Caspian piegò la testa in avanti, soffocando un grido stringendo i denti, e avvertì il bruciore ardente di una nuova ferita sulla schiena. Ma ancora non si mosse, non un gemito in più, non una protesta. Rialzò il capo e fissò di nuovo Rabadash, i capelli davanti agli occhi.
Quest’ultimo constatò le condizioni del Re, stringendo convulsamente la verga tra le mani.
Gli si avvicinò e s’inginocchiò di fronte a lui.
“Non preoccupatevi per Susan. Lei avrà da me tutto quello che non potrete offrirle voi” disse Rabadash con un sorrisetto forzato, osservando con piacere le reazioni che quelle parole scatenavano in Caspian.
“Io la coprirò di ricchezze, di abiti e gioielli che esalteranno ancor più la sua bellezza, rendendola la donna e la Regina più amata e ammirata di tutto il mondo.

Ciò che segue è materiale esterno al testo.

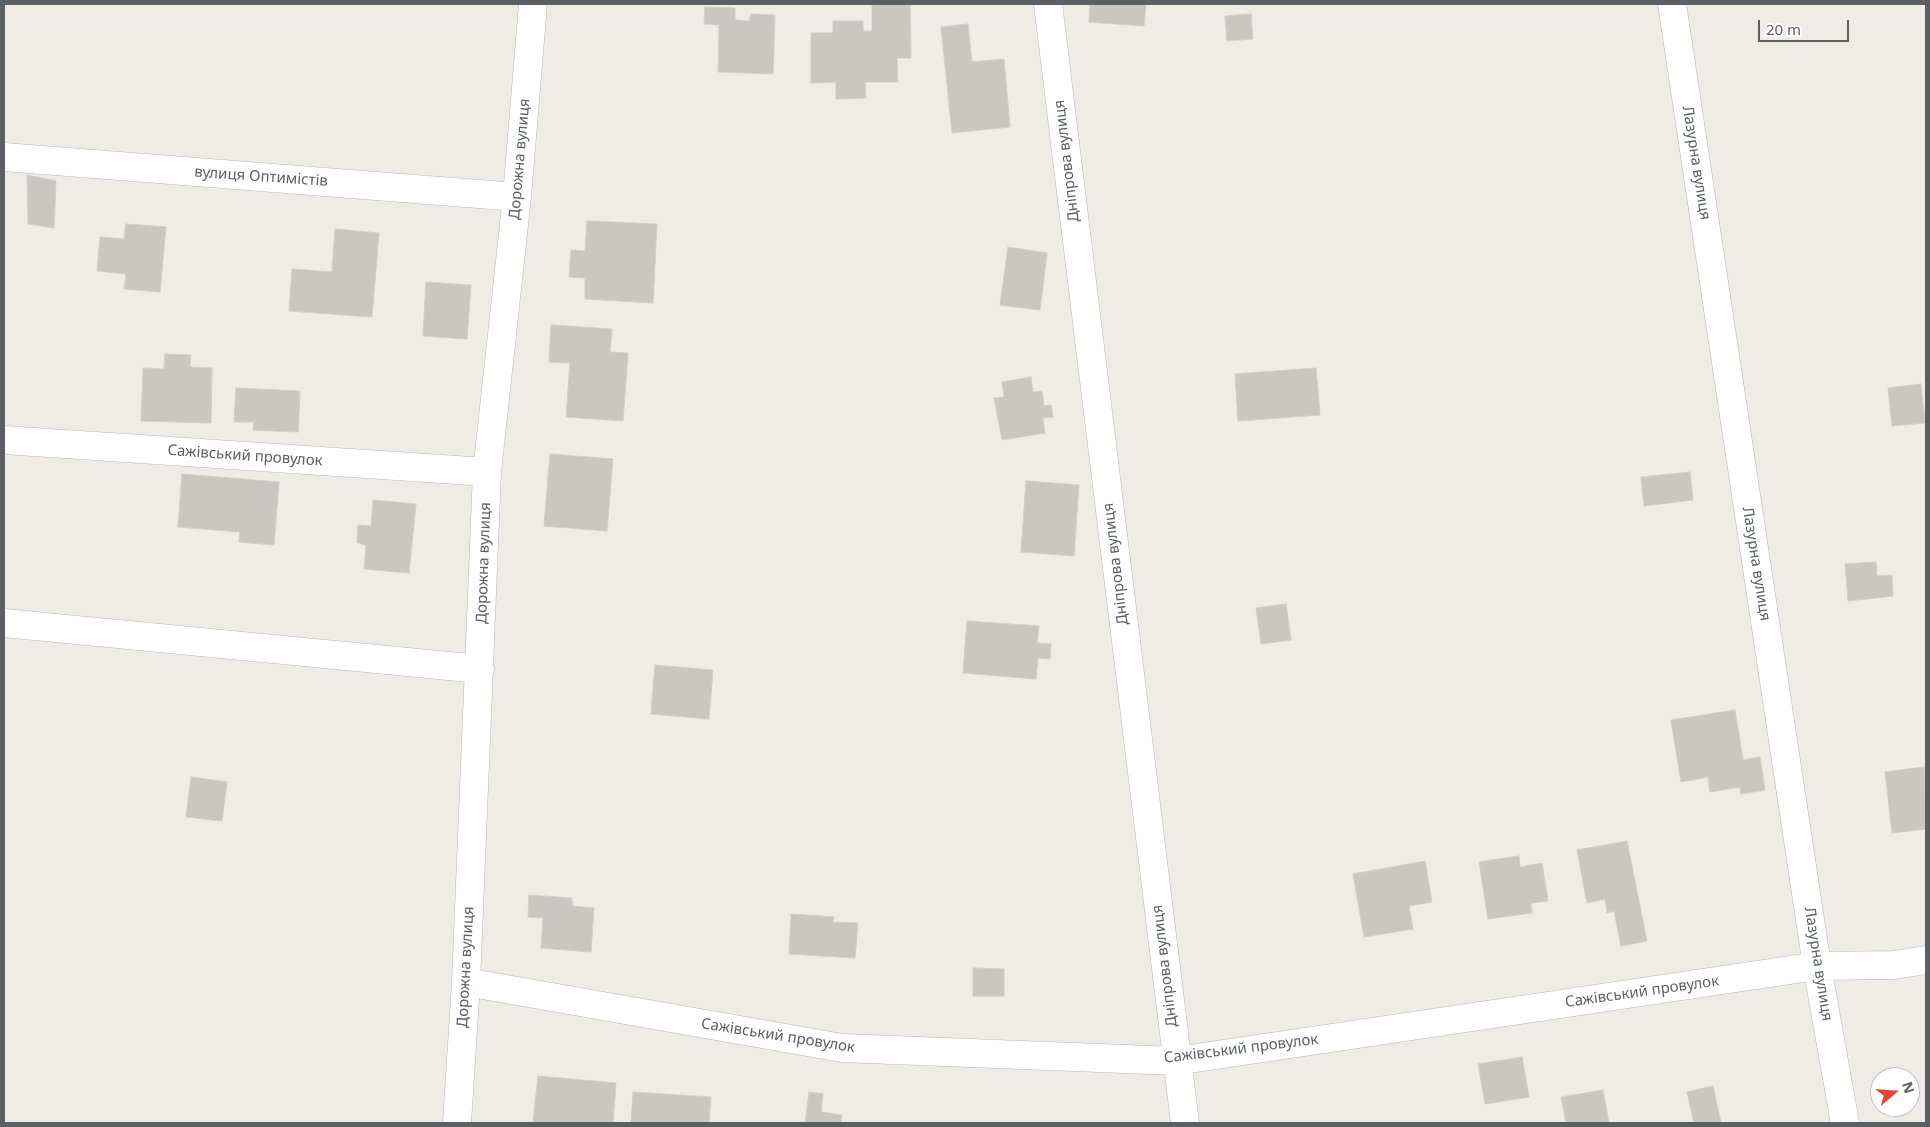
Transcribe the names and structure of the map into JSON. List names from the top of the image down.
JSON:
{
  "streets": {
    "street": [
      "Дорожна вулиця",
      "Дніпрова вулиця",
      "Лазурна вулиця",
      "вулиця Оптимістів",
      "Сажівський провулок"
    ]
  },
  "crossings": [
    ["Дорожна вулиця", "вулиця Оптимістів"],
    ["Дорожна вулиця", "Сажівський провулок"],
    ["Дніпрова вулиця", "Сажівський провулок"],
    ["Лазурна вулиця", "Сажівський провулок"]
  ],
  "scale_bar": "20 m",
  "north": "right"
}
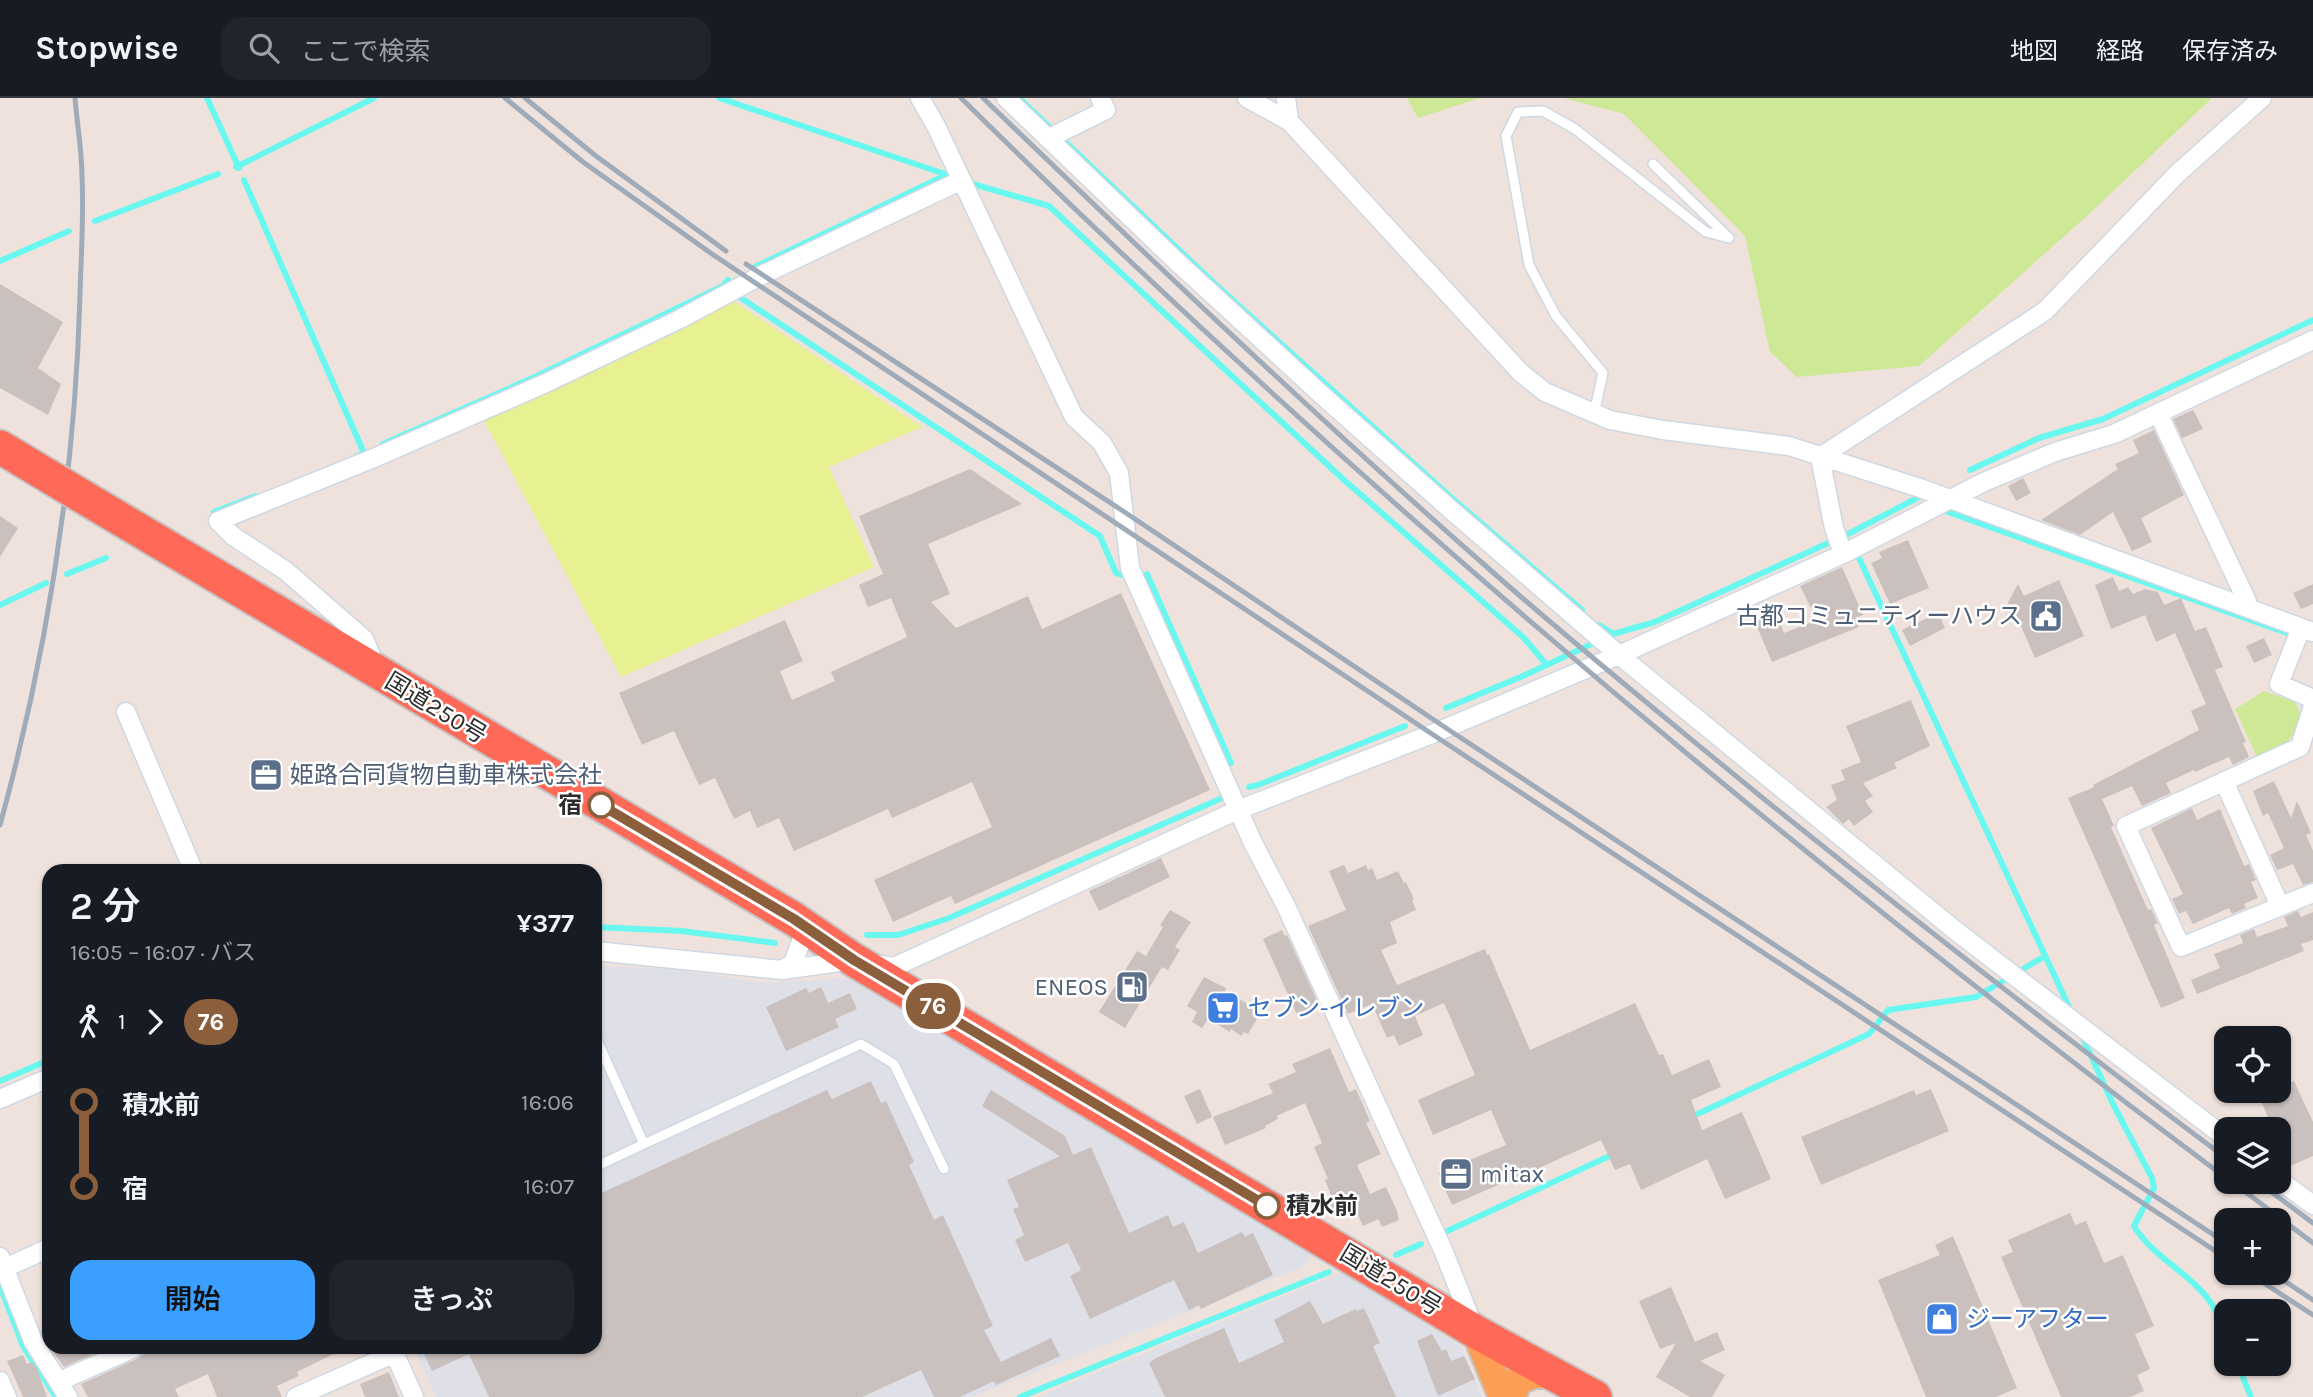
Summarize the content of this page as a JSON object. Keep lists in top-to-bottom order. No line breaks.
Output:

Vivrà in un sontuoso palazzo, avrà decine di servitori che a un suo gesto doneranno la vita per lei...Vedete dunque, Maestà? Non avete di che preoccuparvi. Inoltre, non la terrò per tropo tempo lontana dalla sua amata Narnia. Dopotutto, voglio donarle tutto ciò che una donna potrebbe desiderare: una casa, degli agi, un marito e dei figli”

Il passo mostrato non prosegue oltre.